• _Task requirements_
Transcribe every line of the entries exactly.

= Beginning of Section =

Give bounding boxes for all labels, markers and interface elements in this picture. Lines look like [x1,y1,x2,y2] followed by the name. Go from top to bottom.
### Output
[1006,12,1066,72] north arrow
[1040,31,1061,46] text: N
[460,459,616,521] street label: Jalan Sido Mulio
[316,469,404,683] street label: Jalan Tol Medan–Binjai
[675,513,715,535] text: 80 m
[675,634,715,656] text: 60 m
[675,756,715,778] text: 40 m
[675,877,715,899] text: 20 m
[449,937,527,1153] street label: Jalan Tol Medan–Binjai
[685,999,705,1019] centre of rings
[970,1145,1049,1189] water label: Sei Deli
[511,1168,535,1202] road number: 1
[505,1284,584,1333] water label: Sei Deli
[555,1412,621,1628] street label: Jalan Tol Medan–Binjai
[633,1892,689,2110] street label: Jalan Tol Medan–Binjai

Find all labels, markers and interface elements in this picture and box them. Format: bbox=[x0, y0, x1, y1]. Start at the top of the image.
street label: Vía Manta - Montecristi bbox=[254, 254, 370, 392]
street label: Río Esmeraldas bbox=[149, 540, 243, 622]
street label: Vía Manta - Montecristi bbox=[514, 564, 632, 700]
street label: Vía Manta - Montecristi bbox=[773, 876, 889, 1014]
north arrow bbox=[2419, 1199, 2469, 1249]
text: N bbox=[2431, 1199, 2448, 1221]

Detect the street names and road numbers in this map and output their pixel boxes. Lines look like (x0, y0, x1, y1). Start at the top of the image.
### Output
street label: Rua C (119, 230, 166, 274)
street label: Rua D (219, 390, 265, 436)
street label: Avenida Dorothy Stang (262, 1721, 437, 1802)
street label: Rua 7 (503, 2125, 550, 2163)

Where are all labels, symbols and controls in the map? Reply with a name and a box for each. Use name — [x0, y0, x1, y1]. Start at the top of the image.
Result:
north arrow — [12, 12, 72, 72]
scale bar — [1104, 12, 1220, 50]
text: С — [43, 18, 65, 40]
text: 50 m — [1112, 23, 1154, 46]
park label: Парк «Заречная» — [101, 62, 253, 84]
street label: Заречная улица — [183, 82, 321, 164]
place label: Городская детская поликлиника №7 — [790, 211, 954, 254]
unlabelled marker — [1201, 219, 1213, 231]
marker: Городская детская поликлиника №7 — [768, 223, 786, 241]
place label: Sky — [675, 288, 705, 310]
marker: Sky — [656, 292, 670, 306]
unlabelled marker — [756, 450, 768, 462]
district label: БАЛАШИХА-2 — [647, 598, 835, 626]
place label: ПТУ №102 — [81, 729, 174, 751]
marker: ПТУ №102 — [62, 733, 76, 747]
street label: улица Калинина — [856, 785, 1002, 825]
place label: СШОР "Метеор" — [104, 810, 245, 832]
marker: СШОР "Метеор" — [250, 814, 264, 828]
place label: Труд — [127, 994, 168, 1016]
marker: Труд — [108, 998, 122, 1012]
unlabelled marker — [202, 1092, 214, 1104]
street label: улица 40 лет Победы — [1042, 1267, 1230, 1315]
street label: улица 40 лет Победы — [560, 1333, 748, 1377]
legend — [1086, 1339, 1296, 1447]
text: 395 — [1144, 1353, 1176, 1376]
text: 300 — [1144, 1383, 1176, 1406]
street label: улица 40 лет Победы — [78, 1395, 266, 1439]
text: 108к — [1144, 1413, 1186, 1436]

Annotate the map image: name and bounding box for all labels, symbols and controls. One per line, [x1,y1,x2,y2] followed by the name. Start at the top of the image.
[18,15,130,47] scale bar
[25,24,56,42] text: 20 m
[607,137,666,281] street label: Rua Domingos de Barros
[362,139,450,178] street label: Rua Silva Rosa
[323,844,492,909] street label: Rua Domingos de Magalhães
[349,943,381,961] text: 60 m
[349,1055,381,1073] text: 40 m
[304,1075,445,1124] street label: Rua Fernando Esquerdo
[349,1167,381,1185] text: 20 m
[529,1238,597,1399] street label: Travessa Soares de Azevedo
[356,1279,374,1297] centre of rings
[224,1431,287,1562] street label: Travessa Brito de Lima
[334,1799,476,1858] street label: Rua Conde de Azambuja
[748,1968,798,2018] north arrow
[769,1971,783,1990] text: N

= End of Section =

• _Solution to the exercise_
Give bounding boxes for all labels, markers and interface elements in this picture. Lines look like [x1,y1,x2,y2] followed by the name. Go from top to bottom.
### Output
[1006,12,1066,72] north arrow
[1040,31,1061,46] text: N
[460,459,616,521] street label: Jalan Sido Mulio
[316,469,404,683] street label: Jalan Tol Medan–Binjai
[675,513,715,535] text: 80 m
[675,634,715,656] text: 60 m
[675,756,715,778] text: 40 m
[675,877,715,899] text: 20 m
[449,937,527,1153] street label: Jalan Tol Medan–Binjai
[685,999,705,1019] centre of rings
[970,1145,1049,1189] water label: Sei Deli
[511,1168,535,1202] road number: 1
[505,1284,584,1333] water label: Sei Deli
[555,1412,621,1628] street label: Jalan Tol Medan–Binjai
[633,1892,689,2110] street label: Jalan Tol Medan–Binjai

Find all labels, markers and interface elements in this picture and box them. Format: bbox=[x0, y0, x1, y1]. Start at the top of the image.
street label: Vía Manta - Montecristi bbox=[254, 254, 370, 392]
street label: Río Esmeraldas bbox=[149, 540, 243, 622]
street label: Vía Manta - Montecristi bbox=[514, 564, 632, 700]
street label: Vía Manta - Montecristi bbox=[773, 876, 889, 1014]
north arrow bbox=[2419, 1199, 2469, 1249]
text: N bbox=[2431, 1199, 2448, 1221]

Detect the street names and road numbers in this map and output their pixel boxes. Lines look like (x0, y0, x1, y1). Start at the top of the image.
### Output
street label: Rua C (119, 230, 166, 274)
street label: Rua D (219, 390, 265, 436)
street label: Avenida Dorothy Stang (262, 1721, 437, 1802)
street label: Rua 7 (503, 2125, 550, 2163)

Where are all labels, symbols and controls in the map? Reply with a name and a box for each. Use name — [x0, y0, x1, y1]. Start at the top of the image.
Result:
north arrow — [12, 12, 72, 72]
scale bar — [1104, 12, 1220, 50]
text: С — [43, 18, 65, 40]
text: 50 m — [1112, 23, 1154, 46]
park label: Парк «Заречная» — [101, 62, 253, 84]
street label: Заречная улица — [183, 82, 321, 164]
place label: Городская детская поликлиника №7 — [790, 211, 954, 254]
unlabelled marker — [1201, 219, 1213, 231]
marker: Городская детская поликлиника №7 — [768, 223, 786, 241]
place label: Sky — [675, 288, 705, 310]
marker: Sky — [656, 292, 670, 306]
unlabelled marker — [756, 450, 768, 462]
district label: БАЛАШИХА-2 — [647, 598, 835, 626]
place label: ПТУ №102 — [81, 729, 174, 751]
marker: ПТУ №102 — [62, 733, 76, 747]
street label: улица Калинина — [856, 785, 1002, 825]
place label: СШОР "Метеор" — [104, 810, 245, 832]
marker: СШОР "Метеор" — [250, 814, 264, 828]
place label: Труд — [127, 994, 168, 1016]
marker: Труд — [108, 998, 122, 1012]
unlabelled marker — [202, 1092, 214, 1104]
street label: улица 40 лет Победы — [1042, 1267, 1230, 1315]
street label: улица 40 лет Победы — [560, 1333, 748, 1377]
legend — [1086, 1339, 1296, 1447]
text: 395 — [1144, 1353, 1176, 1376]
text: 300 — [1144, 1383, 1176, 1406]
street label: улица 40 лет Победы — [78, 1395, 266, 1439]
text: 108к — [1144, 1413, 1186, 1436]

Annotate the map image: name and bounding box for all labels, symbols and controls. One per line, [x1,y1,x2,y2] followed by the name. Start at the top of the image.
[18,15,130,47] scale bar
[25,24,56,42] text: 20 m
[607,137,666,281] street label: Rua Domingos de Barros
[362,139,450,178] street label: Rua Silva Rosa
[323,844,492,909] street label: Rua Domingos de Magalhães
[349,943,381,961] text: 60 m
[349,1055,381,1073] text: 40 m
[304,1075,445,1124] street label: Rua Fernando Esquerdo
[349,1167,381,1185] text: 20 m
[529,1238,597,1399] street label: Travessa Soares de Azevedo
[356,1279,374,1297] centre of rings
[224,1431,287,1562] street label: Travessa Brito de Lima
[334,1799,476,1858] street label: Rua Conde de Azambuja
[748,1968,798,2018] north arrow
[769,1971,783,1990] text: N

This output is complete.